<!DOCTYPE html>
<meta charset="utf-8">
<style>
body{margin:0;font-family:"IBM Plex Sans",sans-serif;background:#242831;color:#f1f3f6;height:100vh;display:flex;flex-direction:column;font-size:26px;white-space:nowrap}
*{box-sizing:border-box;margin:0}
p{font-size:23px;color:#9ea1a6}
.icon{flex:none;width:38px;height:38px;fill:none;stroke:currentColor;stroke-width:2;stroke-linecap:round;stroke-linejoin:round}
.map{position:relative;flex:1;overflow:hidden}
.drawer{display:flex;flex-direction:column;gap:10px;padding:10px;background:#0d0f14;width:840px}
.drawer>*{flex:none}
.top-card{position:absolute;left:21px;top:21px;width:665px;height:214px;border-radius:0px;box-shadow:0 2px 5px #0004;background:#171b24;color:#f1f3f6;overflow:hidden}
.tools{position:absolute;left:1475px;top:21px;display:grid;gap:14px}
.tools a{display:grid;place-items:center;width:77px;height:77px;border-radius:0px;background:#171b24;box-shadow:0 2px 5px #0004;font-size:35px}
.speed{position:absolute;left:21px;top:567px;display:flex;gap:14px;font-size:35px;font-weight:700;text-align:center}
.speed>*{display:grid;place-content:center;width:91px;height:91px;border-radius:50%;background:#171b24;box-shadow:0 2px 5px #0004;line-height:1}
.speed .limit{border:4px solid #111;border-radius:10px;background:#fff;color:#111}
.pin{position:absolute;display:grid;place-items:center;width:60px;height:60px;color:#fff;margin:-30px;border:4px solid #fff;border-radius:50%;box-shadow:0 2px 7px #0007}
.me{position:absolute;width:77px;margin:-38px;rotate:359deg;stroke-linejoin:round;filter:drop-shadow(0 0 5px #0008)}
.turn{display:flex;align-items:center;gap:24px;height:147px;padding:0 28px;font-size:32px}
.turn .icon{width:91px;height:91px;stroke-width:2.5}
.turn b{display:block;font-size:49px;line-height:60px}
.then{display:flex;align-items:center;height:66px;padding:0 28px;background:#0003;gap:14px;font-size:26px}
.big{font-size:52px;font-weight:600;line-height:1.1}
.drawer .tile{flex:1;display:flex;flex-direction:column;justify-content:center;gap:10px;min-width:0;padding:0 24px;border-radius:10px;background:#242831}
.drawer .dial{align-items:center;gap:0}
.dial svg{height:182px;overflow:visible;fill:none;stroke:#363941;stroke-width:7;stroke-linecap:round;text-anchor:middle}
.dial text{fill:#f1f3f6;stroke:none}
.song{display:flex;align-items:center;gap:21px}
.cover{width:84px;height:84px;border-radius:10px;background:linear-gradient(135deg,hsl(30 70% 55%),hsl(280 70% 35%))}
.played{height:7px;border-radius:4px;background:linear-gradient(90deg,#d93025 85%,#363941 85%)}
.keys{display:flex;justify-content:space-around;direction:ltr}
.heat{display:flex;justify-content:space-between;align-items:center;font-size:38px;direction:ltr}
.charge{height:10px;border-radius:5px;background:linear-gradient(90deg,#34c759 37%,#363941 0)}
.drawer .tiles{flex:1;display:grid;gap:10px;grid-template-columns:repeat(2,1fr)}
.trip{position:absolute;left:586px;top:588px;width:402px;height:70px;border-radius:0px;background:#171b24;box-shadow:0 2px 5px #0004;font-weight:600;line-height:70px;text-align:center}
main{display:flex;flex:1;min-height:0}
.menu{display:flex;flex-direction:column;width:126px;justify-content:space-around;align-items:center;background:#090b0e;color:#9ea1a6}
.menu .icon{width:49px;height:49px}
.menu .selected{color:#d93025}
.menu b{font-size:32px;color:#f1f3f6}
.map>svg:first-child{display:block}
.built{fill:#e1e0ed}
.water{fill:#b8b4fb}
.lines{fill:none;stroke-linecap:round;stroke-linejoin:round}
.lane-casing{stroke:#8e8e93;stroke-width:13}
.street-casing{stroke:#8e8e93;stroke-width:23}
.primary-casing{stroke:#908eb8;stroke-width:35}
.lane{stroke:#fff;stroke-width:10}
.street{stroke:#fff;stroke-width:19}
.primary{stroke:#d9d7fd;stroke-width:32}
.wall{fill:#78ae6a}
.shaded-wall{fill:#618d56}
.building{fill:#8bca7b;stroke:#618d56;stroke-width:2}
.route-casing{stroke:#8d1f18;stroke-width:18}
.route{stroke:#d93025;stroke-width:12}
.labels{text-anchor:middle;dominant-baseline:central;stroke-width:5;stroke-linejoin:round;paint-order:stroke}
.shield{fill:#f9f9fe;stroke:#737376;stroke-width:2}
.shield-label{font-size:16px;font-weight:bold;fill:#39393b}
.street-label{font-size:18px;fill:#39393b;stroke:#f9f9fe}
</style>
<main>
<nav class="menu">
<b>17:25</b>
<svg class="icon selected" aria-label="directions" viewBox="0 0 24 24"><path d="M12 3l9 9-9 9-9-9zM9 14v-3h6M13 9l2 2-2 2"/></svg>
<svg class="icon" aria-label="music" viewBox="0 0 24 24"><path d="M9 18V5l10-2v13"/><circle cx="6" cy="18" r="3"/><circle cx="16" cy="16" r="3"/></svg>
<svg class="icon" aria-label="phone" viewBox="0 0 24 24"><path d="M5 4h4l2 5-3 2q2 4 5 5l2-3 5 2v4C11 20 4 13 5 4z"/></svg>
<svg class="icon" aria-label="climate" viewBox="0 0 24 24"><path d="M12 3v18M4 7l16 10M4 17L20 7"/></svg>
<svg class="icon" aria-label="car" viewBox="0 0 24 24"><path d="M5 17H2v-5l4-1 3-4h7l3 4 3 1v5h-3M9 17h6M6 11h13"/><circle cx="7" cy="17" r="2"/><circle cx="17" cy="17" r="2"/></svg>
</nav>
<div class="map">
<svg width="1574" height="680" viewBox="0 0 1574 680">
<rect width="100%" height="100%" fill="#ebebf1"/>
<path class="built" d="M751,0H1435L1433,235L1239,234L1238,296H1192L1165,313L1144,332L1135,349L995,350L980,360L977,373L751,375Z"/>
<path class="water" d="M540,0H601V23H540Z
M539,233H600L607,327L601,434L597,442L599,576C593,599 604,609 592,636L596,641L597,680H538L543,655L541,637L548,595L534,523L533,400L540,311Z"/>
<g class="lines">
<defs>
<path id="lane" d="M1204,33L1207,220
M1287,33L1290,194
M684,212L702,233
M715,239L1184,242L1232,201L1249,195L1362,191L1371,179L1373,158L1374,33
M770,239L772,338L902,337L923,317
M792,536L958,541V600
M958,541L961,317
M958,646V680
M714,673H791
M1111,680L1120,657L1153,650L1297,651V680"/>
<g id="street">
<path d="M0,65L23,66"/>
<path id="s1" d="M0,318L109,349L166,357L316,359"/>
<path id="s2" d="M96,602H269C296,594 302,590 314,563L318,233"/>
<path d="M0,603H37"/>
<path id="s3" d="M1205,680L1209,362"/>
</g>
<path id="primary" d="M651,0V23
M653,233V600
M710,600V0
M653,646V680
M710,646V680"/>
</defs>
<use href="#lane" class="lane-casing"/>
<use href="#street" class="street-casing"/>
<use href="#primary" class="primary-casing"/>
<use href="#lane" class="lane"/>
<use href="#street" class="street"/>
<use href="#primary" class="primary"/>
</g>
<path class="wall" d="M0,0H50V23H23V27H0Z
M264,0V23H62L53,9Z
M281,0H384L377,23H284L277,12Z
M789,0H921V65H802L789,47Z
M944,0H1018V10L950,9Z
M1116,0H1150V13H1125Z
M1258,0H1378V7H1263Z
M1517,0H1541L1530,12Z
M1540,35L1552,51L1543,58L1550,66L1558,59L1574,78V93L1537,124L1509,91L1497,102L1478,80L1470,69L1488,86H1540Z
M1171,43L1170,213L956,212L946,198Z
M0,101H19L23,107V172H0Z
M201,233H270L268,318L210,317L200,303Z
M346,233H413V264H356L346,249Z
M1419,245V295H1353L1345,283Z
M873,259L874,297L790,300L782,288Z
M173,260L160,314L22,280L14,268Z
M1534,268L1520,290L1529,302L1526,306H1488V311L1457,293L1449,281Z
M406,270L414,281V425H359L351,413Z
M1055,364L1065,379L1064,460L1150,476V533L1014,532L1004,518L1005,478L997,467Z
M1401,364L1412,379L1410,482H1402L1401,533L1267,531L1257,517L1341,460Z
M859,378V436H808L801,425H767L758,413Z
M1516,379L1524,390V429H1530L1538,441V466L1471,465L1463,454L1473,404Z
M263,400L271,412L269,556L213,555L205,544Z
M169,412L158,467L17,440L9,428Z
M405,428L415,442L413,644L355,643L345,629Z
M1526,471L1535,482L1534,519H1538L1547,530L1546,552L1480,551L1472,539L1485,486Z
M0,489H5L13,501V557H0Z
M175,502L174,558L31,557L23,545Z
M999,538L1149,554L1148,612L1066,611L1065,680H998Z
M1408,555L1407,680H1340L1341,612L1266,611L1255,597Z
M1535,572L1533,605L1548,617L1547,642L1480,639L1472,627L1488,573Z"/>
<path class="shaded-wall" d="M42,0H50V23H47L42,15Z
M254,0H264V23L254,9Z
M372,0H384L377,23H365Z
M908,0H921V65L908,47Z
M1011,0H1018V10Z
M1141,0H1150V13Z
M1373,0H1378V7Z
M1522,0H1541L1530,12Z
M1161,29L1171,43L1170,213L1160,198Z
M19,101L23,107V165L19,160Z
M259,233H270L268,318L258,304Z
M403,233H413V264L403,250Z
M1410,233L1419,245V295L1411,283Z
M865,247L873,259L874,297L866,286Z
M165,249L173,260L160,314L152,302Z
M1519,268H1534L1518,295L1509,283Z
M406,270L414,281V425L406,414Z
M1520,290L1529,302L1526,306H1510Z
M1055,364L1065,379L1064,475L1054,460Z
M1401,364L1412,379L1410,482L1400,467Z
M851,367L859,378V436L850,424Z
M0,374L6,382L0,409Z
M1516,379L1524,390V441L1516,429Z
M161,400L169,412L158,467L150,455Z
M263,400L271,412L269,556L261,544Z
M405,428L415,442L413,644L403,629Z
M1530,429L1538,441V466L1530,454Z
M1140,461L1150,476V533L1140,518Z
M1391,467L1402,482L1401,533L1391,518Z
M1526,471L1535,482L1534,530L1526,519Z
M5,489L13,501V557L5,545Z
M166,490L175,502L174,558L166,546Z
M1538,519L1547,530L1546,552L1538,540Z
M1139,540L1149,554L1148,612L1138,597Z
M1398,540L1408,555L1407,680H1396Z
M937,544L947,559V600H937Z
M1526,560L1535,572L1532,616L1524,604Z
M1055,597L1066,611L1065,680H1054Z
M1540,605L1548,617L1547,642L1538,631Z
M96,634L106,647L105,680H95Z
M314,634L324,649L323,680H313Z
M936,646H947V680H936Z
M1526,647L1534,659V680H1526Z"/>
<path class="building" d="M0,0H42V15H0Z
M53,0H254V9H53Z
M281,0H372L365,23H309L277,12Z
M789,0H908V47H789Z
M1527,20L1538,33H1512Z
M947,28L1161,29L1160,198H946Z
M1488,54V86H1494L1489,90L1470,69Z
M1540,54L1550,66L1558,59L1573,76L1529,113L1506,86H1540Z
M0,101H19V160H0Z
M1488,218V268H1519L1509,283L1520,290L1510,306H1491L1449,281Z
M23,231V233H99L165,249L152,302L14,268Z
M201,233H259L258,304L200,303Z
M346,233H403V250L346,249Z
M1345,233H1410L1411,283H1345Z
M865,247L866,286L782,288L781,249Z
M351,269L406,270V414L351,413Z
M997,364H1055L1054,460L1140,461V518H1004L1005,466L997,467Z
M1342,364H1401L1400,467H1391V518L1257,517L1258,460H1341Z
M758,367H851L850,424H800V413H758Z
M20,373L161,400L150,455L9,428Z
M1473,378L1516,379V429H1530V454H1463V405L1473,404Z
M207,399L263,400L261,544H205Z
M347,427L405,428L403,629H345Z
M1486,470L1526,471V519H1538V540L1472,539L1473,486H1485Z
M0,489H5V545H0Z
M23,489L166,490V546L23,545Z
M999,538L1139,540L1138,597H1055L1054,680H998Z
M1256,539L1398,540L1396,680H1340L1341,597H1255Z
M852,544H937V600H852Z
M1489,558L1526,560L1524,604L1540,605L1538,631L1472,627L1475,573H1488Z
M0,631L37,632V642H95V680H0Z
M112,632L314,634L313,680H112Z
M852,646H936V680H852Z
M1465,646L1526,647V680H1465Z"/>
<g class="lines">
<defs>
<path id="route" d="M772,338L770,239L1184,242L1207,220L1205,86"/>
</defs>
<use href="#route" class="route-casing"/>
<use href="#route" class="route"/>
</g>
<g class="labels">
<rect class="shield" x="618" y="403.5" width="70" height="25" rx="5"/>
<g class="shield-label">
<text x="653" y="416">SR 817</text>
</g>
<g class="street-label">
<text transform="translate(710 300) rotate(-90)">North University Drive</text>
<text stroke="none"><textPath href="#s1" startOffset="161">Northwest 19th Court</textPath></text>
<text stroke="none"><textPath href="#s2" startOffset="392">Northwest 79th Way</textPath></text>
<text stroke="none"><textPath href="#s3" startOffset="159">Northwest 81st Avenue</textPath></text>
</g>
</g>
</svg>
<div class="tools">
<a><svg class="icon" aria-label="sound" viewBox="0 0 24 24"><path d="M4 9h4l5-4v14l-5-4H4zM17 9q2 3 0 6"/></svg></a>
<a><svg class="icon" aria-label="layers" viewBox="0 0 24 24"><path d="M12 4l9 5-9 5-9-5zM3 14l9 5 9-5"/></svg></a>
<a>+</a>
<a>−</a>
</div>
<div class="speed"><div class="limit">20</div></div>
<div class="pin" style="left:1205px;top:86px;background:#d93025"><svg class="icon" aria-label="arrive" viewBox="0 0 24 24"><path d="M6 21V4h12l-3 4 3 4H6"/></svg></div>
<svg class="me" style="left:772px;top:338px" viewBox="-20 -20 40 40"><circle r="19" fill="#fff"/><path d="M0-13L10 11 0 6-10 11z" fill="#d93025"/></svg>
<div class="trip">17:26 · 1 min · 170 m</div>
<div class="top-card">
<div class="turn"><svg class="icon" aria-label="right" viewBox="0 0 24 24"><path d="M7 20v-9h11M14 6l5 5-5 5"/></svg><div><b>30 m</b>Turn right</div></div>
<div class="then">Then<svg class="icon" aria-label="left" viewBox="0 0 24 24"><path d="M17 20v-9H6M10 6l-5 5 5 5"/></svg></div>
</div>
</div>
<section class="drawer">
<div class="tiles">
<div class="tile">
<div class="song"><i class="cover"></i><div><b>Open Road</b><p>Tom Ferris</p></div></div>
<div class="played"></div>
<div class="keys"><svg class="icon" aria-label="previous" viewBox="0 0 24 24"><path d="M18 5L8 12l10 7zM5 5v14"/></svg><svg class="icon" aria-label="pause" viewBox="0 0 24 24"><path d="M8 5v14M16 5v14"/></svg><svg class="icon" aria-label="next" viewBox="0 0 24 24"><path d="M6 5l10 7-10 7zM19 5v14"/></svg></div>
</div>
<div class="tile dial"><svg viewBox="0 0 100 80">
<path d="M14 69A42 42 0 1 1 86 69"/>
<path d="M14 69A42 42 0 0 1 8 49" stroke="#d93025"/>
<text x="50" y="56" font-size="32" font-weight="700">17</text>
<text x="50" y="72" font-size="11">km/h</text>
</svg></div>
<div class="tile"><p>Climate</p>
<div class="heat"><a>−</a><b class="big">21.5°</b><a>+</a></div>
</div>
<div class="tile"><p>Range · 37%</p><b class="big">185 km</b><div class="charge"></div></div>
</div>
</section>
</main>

══════

■ YOUR INSTRUCTIONS ■
Filter the listing above down to the lines that contain the word "around".

■ TASK OUTPUT ■
.keys{display:flex;justify-content:space-around;direction:ltr}
.menu{display:flex;flex-direction:column;width:126px;justify-content:space-around;align-items:center;background:#090b0e;color:#9ea1a6}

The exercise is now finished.